In 1968, J. Edgar Hoover began to lay out his objectives for the FBI COINTELPRO. He wanted to wipe out the Black Panther Party, the Nation of Islam, the Young Lords Party and many others. Around the country, members of these movements were rounded up and placed in prison. In New York, 21 members of the local chapter of the Black Panther Party were arrested and sent to jail for two years before the charges were dropped and they were released. One of those members was Afeni Shakur, mother of Tupac Amaru Shakur.
With these groups gone, the gangs began to turn more on themselves rather than on the powers-that-be. Benjamin decided to make a move. He removed the Warlord position from the Ghetto Brothers and replaced it with Peace Counselor.

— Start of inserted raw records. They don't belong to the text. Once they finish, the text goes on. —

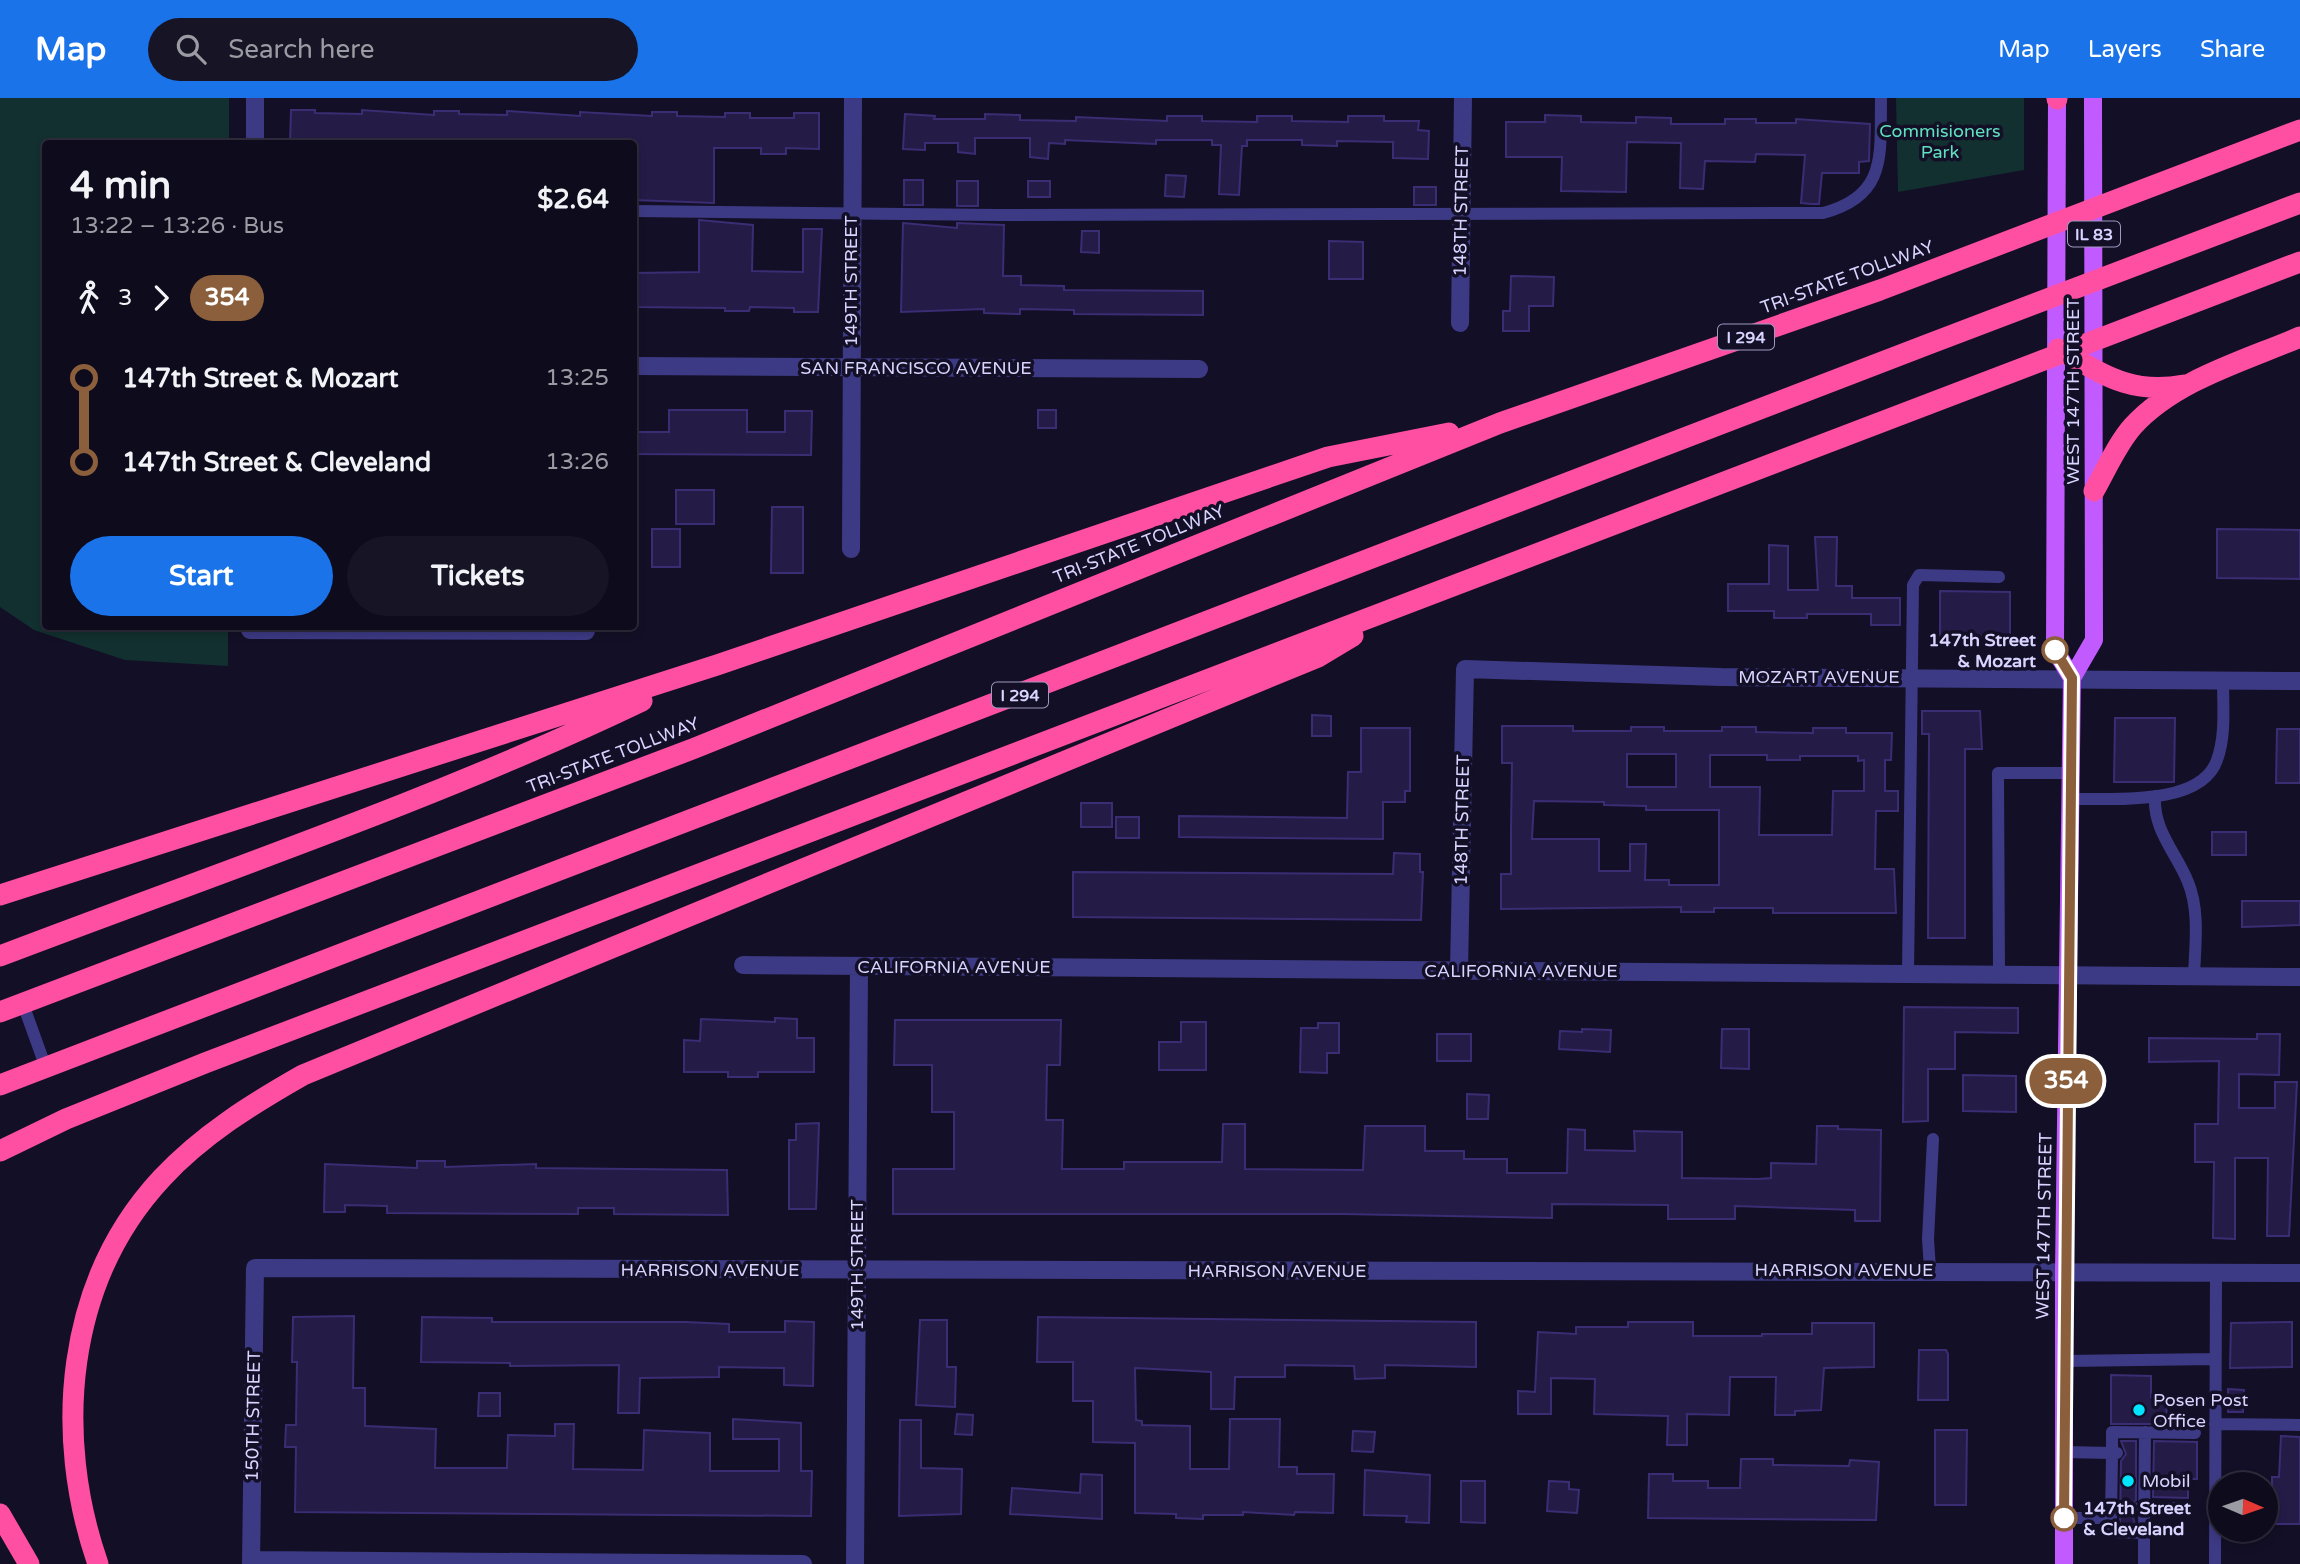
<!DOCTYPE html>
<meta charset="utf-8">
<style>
body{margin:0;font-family:"Varela Round",sans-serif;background:#171425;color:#f1f3f6;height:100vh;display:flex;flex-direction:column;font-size:26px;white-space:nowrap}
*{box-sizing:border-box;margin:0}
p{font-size:23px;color:#9b9ba3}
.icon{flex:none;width:38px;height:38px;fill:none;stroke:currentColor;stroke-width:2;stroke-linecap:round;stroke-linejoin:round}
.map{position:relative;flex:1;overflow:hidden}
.side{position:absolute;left:42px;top:42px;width:595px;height:490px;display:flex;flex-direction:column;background:#0e0b1c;border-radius:7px;box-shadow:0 4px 10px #0003,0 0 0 2px #2e2b3b}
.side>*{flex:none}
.badge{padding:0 14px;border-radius:23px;font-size:24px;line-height:46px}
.needle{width:46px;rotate:92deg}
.tools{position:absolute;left:2208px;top:1374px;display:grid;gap:14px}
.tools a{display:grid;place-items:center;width:70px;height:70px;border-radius:50%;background:#0e0b1c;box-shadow:0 4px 10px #0003,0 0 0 2px #2e2b3b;font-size:35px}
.map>.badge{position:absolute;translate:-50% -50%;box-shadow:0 0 0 4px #fff}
.legs{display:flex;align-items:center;gap:10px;height:77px;padding:0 28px;font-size:23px}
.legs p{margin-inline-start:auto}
.head{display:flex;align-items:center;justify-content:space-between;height:119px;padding:0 28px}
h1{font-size:38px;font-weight:700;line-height:52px}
.cta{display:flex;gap:14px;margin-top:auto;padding:14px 28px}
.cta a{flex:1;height:80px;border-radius:42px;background:#1a73e8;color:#fff;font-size:28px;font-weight:700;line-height:80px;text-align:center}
.cta a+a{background:#171425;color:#f1f3f6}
ul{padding:0 28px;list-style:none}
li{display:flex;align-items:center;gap:24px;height:84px;font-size:26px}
li i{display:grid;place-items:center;width:10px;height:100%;margin:0 9px;background:currentColor}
li i::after{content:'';width:18px;height:18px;margin:-9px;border:5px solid;border-radius:50%;background:#0e0b1c}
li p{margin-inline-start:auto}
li:first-child i{background:linear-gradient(#0000 50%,currentColor 0)}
li:last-child i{background:linear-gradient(currentColor 50%,#0000 0)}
header{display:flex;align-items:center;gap:42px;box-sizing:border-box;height:98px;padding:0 35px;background:#1a73e8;color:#fff}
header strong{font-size:33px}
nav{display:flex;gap:38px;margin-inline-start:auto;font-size:24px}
.search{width:490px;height:63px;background:#171425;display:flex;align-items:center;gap:18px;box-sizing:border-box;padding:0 24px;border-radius:38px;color:#9b9ba3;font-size:26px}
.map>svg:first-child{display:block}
.green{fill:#12302f}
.building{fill:#241b47;stroke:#3b2d73;stroke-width:2;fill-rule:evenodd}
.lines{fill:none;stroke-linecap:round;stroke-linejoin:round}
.lane{stroke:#3d3a85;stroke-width:12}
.street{stroke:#3d3a85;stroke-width:18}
.primary{stroke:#c25bff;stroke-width:18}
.highway{stroke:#ff4fa3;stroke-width:21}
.line-1-casing{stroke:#fff;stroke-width:16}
.line-1{stroke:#8b5e3c;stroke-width:10}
.stop-1-dot{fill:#fff;stroke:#8b5e3c;stroke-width:3.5}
.poi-dot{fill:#00e5ff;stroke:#130f26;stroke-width:2.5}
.labels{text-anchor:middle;stroke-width:7;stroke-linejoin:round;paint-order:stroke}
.shield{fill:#130f26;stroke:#9e99be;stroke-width:2}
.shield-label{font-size:16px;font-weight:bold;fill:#d9d4ff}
.park-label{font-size:18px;fill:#5fe0c0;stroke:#130f26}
.street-label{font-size:18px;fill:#d9d4ff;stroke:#130f26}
.stop-label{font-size:18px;font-weight:bold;fill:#d9d4ff;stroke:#130f26;text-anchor:end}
.poi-label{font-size:18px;fill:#d9d4ff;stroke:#130f26;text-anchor:start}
</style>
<header>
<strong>Map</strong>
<div class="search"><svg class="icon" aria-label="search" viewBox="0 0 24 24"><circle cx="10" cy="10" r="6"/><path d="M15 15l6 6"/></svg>Search here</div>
<nav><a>Map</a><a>Layers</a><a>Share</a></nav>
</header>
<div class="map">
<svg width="2300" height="1466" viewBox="0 0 2300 1466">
<rect width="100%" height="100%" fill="#130f26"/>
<!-- green -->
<path class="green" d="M0 0H229V45L46 46V528L228 529V568L125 562 34 532 0 509Z
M1896 0H2024V72L1898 94Z"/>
<!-- building -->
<path class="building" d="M291 12H315V15L362 16V12L434 17V13H459V16L507 17V13L580 18V14L652 18V14H677V18L725 19V15H750V20H794V15H819V51L786 50V56H761V50H714V105L634 102V46H290Z
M905 16 935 18 934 21H985V16L1020 17V22L1076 23V19L1167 23V18H1202V23L1257 24V18H1292V23L1348 24V18H1384V23H1419L1418 32 1429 33 1428 61 1393 60V44L1337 43V48L1302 47V42H1247V48H1242L1239 97 1219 96 1221 47H1212V42H1156V46L1065 42V46L1049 45 1048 61 1030 59V40H975V56L958 54V45H925V52L903 51Z
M1545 17 1581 18V24L1636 25V19L1671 20V26H1725V21H1756V25H1796V21L1870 26 1869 63 1859 64V75H1822L1819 106H1812L1801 105 1805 57 1756 56 1755 64 1705 63 1703 91 1680 90 1681 45 1627 44 1626 94 1561 93 1562 59H1506V24H1545Z
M1166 77 1186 78 1184 99 1165 98Z
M904 82H923V107H904Z
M957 83H978V108H957Z
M1028 83H1050V99H1028Z
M1414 89H1436V107H1414Z
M699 122 753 127 752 173 803 174V131H822L818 214H794V210L750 209 749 213H725V210L634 209V175L699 174Z
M903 125 957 130V125L1004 127 1003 178H1021V187L1064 188V192L1203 193V217L1074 216V212L1020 211V216L984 215V211L901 214Z
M1082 133H1099V155L1081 154Z
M1329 143 1363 144V181H1329Z
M1511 178 1554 179 1553 208H1529V233H1503V213H1510Z
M669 312H747V334H785V313H812L811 357 634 356V334H669Z
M1038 312H1056V330H1038Z
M676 392H714V426H676Z
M772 409H803V475H771Z
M652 431H680V469H652Z
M2217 431 2300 432V481L2217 480Z
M1815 439H1837L1836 488H1852V500H1900V527H1871V516H1807V520H1774V513H1728V486H1769V447L1788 448V492H1818Z
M1940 493 2010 494V540L1940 539Z
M1922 613H1980L1982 651H1965V840H1928L1929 636H1922Z
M1312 617 1331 618V638H1312Z
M2115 620H2175L2174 684H2114Z
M1502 628H1573V633H1631V629H1664V633H1722V629H1756V634L1813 635V630H1846V635H1892L1891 662H1885V693H1898V713H1876L1875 771H1894L1896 815H1773V810H1714V814H1681V809L1501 811V776H1511V733L1512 665H1502ZM1627 656H1676V689H1627ZM1710 657H1767V662H1800V658H1858V663L1864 662V693H1833L1832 737H1759L1760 689H1710ZM1534 703 1604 704V707L1646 708V712H1719V787H1669V782H1645L1646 746H1630V773H1599V741H1532Z
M1361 630H1410V693H1405V704H1383V741L1179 739V718L1347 720 1348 674H1361Z
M2277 631H2300V685H2276Z
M1081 705H1112V729H1081Z
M1116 719H1139V740H1116Z
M2212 734H2246V757H2212Z
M1394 755 1420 756V774H1423L1421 822 1073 819V774L1393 776Z
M2242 803H2300V827L2242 829Z
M1904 909 2018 910V935L1955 934V971H1928V1023L1903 1024Z
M775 920 797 921V940H814V974H758V979H728V974H684V942L700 943 701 921 775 924Z
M895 922H1061L1060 967H1047L1046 1022H1063L1062 1071H1124V1064H1222L1223 1026H1245V1071L1363 1072 1365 1028H1425V1053H1464V1061H1507V1075H1567L1568 1031 1585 1032V1052L1635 1053 1634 1033 1682 1034V1080L1758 1081 1771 1080V1065L1816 1066 1817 1028H1838V1031L1881 1032 1880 1123H1855V1112L1735 1108V1121H1668V1107L1552 1106V1120L1343 1116H893V1071H954V1014H932V967H894Z
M1181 924H1206V972H1159V944H1181Z
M1318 925H1339V955H1327V975L1300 974 1301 930H1318Z
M1582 931 1611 932 1610 954 1559 951 1560 933 1582 934Z
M1722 931H1749V971L1721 970Z
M1437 936H1471V963H1437Z
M2257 936H2280L2279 977 2239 976V1010H2275V984H2297L2289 1138H2267L2268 1060H2235V1141L2213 1140 2214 1064H2195V1026H2218L2219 963 2149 964V940L2257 941Z
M1963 977 2016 978V1014L1963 1013Z
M1467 996 1489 997 1488 1021H1467Z
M819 1025 816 1111H789V1042H796V1026Z
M417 1063H445V1069L536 1066V1070L727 1072 728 1117 614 1116V1110H578V1116L387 1115V1108L345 1107V1114H324L325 1066 417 1070Z
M354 1218 353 1290H365V1328L436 1331 435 1370H507L508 1337 555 1338V1326H574L573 1371 643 1372 644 1332 710 1335V1373H779V1341H733V1321L801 1325V1373H812L811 1418 295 1414 296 1349H285L286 1327H296L297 1264H292L293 1219Z
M422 1219 492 1220V1224H685L729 1226V1234H785V1223L814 1224 813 1288 784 1287V1270L719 1269V1279L640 1280 639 1315H618L619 1267 510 1268V1265L421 1264Z
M1038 1219 1476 1224V1269L1385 1267V1280L1355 1281 1354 1268 1285 1267V1279H1235L1234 1311H1211V1274L1135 1270 1136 1322 1142 1323V1327L1190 1328V1371H1229L1230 1321H1280L1279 1369H1297V1376H1334L1333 1415 1295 1414 1294 1417 1243 1414V1417H1203V1421L1176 1420V1416L1135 1415V1345L1093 1344V1303H1073V1264H1037Z
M920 1222H947V1269H956L955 1309 916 1307Z
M1628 1224H1693V1238H1762V1236H1812V1225H1874V1269L1824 1270 1821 1312 1795 1313V1317H1775L1776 1279H1730L1729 1317 1687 1316V1347H1667L1668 1318 1594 1316 1595 1281 1551 1280V1316H1518V1293L1535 1294 1538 1234 1576 1236V1229H1628Z
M2292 1224V1269L2230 1270 2231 1225Z
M1919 1252H1946L1948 1256V1302H1918Z
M2111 1277 2151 1278V1299H2166L2167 1326H2111Z
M2228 1291 2244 1292 2243 1314H2228Z
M479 1295H500V1318H478Z
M957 1316 973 1317 972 1337 955 1336Z
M900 1322H921V1370L962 1371 961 1416 899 1418Z
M1935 1332H1967L1966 1407H1935Z
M1353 1333 1375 1334 1373 1354 1352 1353Z
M2281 1338 2300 1339V1426H2272V1379H2279Z
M2121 1343H2136V1402L2130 1409 2135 1426H2120L2121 1363 2126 1356Z
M2154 1343 2197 1344V1381H2188V1400L2153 1399Z
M1741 1361H1773V1367L1849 1368 1850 1362 1879 1364 1876 1422 1648 1420 1649 1376H1673V1383H1708V1390H1740Z
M1365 1372 1430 1377 1429 1425 1406 1424 1407 1418 1364 1417Z
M1081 1376 1102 1377V1421L1010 1416 1012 1390 1080 1395Z
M1461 1383H1485V1425L1461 1424Z
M1549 1383 1569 1384V1391L1579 1392 1577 1415 1547 1413Z"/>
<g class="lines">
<!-- lane -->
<path class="lane" d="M634 113 997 117 1823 115C1888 98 1880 56 1881 0
M2155 698C2153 733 2176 754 2188 784 2200 813 2195 848 2194 878
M2070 701C2111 700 2201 709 2217 662 2226 638 2223 607 2223 582
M1908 876 1913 487 1919 477 1999 479
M1999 876 1998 675H2071
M23 906 46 970
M1930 1172 1928 1141 1933 1041
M2064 1263 2215 1261
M2215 1326 2300 1327
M2117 1355H2112V1334L2195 1335
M2139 1410H2185
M2064 1420H2111L2112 1355 2064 1354
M2111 1420V1434L2144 1435V1466
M2144 1435 2145 1334
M2215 1466 2216 1173"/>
<!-- street -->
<path class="street" d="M255 46V0
M1460 225 1463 0
M634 268 1199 271
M851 451 853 0
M250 528V532L586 533
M743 867 2300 879
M1459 873 1465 571 1721 579 2300 583
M251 1462 803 1466
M251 1466 255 1170 2300 1175
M855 1466 859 868"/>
<!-- primary -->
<path class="primary" d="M2057 0 2055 552 2072 580
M2064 1466V1173L2072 580 2094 542 2093 0"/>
<!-- highway -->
<path class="highway" d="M2057 1V0
M2058 251C2103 276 2130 297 2184 287
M2094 393C2106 372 2117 346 2133 328 2175 282 2244 263 2300 239
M0 797 717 567 1328 359 1449 335
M0 858C215 776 435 702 642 603
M0 914 695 650 1500 325 1880 192 2300 32
M0 987C768 695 1532 395 2300 105
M0 1053 66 1021 205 965 2300 164
M0 1416 29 1466
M98 1466C53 1337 65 1184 162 1080 202 1037 252 1006 303 977L1318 559 1353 538"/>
</g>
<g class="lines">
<!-- line-1 casing -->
<g class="line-1-casing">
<path id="line-1" d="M2055 552 2072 580 2064 1420"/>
</g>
<!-- line-1 -->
<use href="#line-1" class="line-1"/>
</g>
<!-- markers -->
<g class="stop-1-dot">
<circle cx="2055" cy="552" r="12"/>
<circle cx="2064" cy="1420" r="12"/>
</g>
<g class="poi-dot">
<circle cx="2139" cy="1312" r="7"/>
<circle cx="2128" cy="1383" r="7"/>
</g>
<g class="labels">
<!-- shield labels -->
<g class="shield">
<rect x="2068" y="123.5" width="52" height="25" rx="5"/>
<rect x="1718" y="226.5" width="56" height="25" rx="5"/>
<rect x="992" y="584.5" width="56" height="25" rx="5"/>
</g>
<g class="shield-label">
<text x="2094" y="142">IL 83</text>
<text x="1746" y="245">I 294</text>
<text x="1020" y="603">I 294</text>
</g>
<!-- park labels -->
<g class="park-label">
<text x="1940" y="39">Commisioners<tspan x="1940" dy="21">Park</tspan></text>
</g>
<!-- street labels -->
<g class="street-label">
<text transform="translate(1461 113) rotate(-89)" y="6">148TH STREET</text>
<text transform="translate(1847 179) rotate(-20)" y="6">TRI-STATE TOLLWAY</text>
<text transform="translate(851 183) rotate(-90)" y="6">149TH STREET</text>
<text x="916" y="276">SAN FRANCISCO AVENUE</text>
<text transform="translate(2073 293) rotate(-90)" y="6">WEST 147TH STREET</text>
<text transform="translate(1139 446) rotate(-22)" y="6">TRI-STATE TOLLWAY</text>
<text x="1819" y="585">MOZART AVENUE</text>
<text transform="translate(613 657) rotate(-21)" y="6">TRI-STATE TOLLWAY</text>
<text transform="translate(1462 722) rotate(-89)" y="6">148TH STREET</text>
<text x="954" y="875">CALIFORNIA AVENUE</text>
<text x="1521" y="879">CALIFORNIA AVENUE</text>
<text transform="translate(2044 1128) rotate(-89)" y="6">WEST 147TH STREET</text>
<text transform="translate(857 1167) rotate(-90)" y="6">149TH STREET</text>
<text x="710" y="1178">HARRISON AVENUE</text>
<text x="1844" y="1178">HARRISON AVENUE</text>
<text x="1277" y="1179">HARRISON AVENUE</text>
<text transform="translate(253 1318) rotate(-89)" y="6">150TH STREET</text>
</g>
<!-- stop labels -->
<g class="stop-label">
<text x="2036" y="548">147th Street<tspan x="2036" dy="21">&amp; Mozart</tspan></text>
<text x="2083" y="1416" text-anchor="start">147th Street<tspan x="2083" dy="21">&amp; Cleveland</tspan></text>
</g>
<!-- poi labels -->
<g class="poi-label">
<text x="2153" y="1308">Posen Post<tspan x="2153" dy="21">Office</tspan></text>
<text x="2142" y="1389">Mobil</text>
</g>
</g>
</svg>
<div class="tools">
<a><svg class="needle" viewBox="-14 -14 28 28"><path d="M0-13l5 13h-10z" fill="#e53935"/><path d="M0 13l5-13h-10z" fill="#9b9ba3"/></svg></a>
</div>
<b class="badge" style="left:2066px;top:983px;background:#8b5e3c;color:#fff">354</b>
<section class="side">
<div class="head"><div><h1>4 min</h1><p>13:22 – 13:26 · Bus</p></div><b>$2.64</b></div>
<div class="legs"><svg class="icon" aria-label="walk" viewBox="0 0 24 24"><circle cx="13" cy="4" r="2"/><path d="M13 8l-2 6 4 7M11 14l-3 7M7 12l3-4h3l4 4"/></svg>3<svg class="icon" aria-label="forward" viewBox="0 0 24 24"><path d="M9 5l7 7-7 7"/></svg><b class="badge" style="background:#8b5e3c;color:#fff">354</b></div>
<ul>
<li><i style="color:#8b5e3c"></i><b>147th Street &amp; Mozart</b><p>13:25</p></li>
<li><i style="color:#8b5e3c"></i><b>147th Street &amp; Cleveland</b><p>13:26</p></li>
</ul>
<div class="cta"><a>Start</a><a>Tickets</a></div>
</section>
</div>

A half-Black, half-Puerto Rican ex-junkie known as Black Benjie would be the first to take on this responsibility.
Black Benjie would go around to other gangs and invite them to block parties in the Ghetto Brothers' territory. The Ghetto Brothers opened up their borders in the name of peace. They played their music and no one got hurt. People just came to have fun.
But this wasnt enough. Gang violence was increasing and three Ghetto Brothers got shot. Benjamins brother Victor, who was now President of the Savage Nomads, was stabbed. Black Benjie was sent out to try and calm things down. He met up with the Mongols, Seven Immortals and the Black Spades, who together were on their way to a rumble against the Savage Skulls. Black Benjie tried to convince them to talk about a truce but one of the Seven Immortals pulled out a pipe and another pulled out a machete. The Ghetto Brothers had no weapons, so Black Benjie ordered them to run, but he was not able to get away. He was bashed in the head with the pipe and fell to the ground, where they continued to beat him. He later died in the hospital.
Melendez was left with no choice but to retaliate. All the gangs were preparing for an all out war. Yet Melendez said, No, Black Benjie died to bring us peace. Everyone was ready to override his decision. Even ally gangs leaders were ready to make moves if the Ghetto Brothers didn’t. So Benjamin called for a meeting of all the leaders to organize a gang truce. There was a massive turn-out and everyone got a chance to air their differences and grievances. One of the most prominent and powerful speakers was Bam Bam, the leader of the Black Spades, who was being guarded by his Warlord, Afrika Bambaataa.
After all of the anger was vented and ideas expressed, a truce was agreed upon. All the gang leaders signed it and borders were opened up. Afrika Bambaataa was inspired by what took place that evening and held on to the spirit of the truce. Soon after, Bam Bam went to fight in the Vietnam war and Bambaataa would become the President of the Black Spades.
After the truce, the Ghetto Brothers continued to have their block parties, inviting other gang members to join in peace. Although they may not have had turntables upon which they cut and mixed vinyl, we must recognize, whenever possible, the pioneers of ideas. The Ghetto Brothers would plug the amps for their instruments and speakers into the lampposts in the parks, long before DJ Kool Herc did it with his sound system. And even Afrika Bambaataa would later use the idea of uniting rival gangs through block parties with music, dance, and graffiti art.
The Ghetto Brothers may have never rapped, beatboxed, spun a record, did a head-spin or tagged their name on a train, but they set the stage for DJ Kool Herc and Afrika Bambaataa.